Stanford researchers raise concerns over ChatGPT's declining performance

Researchers from Stanford and Berkeley have conducted a new study revealing worrying trends in the "behavior" of OpenAI's large language models (LLM), specifically GPT-3.5 and GPT-4.

According to the yet-to-be-peer-reviewed study, both GPT-3.5 and GPT-4 have exhibited significant changes in their responses, indicating a decline in accuracy over time. The study found that the accuracy of GPT-4 in identifying prime numbers dropped drastically from 97.6 percent in March 2023 to a mere 2.4 percent in June 2023.

Another concerning finding was the increase in formatting errors in code generation for both GPT-3.5 and GPT-4 during June compared to their performance in March. This trend of apparent degradation aligns with user reports indicating that GPT-powered ChatGPT has been giving less accurate responses as time progresses.

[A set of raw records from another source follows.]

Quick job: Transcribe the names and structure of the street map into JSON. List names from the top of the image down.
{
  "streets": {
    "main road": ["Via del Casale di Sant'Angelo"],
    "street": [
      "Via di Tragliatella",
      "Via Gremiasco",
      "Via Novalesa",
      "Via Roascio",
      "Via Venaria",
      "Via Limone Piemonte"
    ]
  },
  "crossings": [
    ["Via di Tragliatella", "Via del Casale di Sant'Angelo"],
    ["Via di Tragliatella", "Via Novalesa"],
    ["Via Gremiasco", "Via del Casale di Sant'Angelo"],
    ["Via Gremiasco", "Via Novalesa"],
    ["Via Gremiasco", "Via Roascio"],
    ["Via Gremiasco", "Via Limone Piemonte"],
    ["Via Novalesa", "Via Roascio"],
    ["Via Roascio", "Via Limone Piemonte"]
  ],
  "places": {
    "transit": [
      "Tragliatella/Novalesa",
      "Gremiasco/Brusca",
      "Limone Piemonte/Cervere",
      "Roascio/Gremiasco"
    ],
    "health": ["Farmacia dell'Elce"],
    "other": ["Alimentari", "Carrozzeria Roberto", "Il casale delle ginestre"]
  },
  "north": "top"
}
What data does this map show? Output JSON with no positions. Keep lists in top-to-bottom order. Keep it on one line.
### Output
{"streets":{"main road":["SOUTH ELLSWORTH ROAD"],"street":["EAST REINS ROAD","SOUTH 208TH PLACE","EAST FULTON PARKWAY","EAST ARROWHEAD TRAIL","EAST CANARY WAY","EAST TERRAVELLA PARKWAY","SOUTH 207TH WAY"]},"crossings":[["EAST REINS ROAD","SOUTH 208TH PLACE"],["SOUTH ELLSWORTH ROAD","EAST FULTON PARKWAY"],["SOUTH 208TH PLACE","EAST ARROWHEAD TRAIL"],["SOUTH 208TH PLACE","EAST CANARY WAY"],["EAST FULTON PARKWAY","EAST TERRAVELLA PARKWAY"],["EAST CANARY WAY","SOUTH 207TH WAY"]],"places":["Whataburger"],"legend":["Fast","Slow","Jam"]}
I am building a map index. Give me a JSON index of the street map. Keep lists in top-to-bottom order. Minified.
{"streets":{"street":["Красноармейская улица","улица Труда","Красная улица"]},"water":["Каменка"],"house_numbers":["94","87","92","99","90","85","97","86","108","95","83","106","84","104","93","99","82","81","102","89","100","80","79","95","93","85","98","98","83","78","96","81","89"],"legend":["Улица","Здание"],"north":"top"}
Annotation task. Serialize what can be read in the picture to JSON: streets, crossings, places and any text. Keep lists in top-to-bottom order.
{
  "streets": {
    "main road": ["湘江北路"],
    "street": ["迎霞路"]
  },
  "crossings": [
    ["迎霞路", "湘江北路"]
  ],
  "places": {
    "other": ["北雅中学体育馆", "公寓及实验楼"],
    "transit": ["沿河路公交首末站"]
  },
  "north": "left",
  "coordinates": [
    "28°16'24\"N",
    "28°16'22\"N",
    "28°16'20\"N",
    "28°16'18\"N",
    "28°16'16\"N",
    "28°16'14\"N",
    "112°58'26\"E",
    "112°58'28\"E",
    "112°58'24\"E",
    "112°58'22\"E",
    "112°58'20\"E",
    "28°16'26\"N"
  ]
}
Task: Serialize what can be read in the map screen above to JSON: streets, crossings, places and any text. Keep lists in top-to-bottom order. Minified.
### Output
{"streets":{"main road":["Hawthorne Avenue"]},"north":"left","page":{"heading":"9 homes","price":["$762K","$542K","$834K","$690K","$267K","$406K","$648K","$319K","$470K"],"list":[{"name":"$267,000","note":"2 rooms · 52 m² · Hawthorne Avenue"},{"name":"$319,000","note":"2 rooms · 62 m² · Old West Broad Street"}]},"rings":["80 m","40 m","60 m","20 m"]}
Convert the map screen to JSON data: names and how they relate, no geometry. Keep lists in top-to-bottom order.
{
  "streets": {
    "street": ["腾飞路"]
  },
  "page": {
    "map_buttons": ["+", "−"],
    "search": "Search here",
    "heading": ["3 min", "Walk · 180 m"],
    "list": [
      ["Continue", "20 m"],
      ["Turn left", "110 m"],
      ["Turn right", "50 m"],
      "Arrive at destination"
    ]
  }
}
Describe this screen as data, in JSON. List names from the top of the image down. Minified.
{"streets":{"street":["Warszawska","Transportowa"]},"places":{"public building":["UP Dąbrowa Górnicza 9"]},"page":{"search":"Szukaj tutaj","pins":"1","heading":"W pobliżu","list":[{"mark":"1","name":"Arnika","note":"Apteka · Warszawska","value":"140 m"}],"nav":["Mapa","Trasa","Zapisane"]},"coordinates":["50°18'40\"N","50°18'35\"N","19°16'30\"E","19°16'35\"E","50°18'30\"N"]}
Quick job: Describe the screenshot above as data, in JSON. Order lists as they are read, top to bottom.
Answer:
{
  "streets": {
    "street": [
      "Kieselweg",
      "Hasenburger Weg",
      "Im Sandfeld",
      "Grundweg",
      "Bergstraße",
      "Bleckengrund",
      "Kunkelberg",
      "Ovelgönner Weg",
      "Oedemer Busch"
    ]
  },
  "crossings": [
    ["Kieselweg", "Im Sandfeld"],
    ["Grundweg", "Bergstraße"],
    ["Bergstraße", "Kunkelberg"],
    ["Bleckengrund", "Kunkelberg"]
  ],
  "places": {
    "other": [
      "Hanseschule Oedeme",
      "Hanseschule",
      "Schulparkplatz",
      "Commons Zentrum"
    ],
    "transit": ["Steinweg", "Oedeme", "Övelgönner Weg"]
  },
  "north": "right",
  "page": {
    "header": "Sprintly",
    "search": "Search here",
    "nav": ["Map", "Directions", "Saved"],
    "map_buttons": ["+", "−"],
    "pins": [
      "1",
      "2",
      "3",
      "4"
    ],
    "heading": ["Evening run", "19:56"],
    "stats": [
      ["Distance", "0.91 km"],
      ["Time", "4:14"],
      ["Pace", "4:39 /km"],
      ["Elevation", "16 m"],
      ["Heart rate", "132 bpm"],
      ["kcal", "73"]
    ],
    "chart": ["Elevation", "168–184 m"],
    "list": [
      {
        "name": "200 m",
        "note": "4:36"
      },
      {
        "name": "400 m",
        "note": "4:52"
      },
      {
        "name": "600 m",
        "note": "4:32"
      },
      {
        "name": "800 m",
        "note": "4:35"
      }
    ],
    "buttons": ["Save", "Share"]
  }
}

OpenAI's vice president of product, Peter Welinder, refuted claims that the decrease in accuracy was intentional, asserting that newer versions of the model are designed to be smarter than their predecessors. He suggested that users may notice issues after prolonged usage, attributing the perceived decline to user experience.

However, the Stanford and Berkeley research challenges this explanation. While the study doesn't offer specific reasons for the decline, it does question OpenAI's claim of continuous improvement. The researchers note that the observed performance deviations raise questions about whether GPT-4 is actually getting stronger.

The study emphasizes the importance of understanding the trade-offs between improving some aspects of the model and inadvertently reducing its performance in other areas. ChatGPT has already been criticized for its inaccuracies, and a quick update may expend the problem rather than solve it.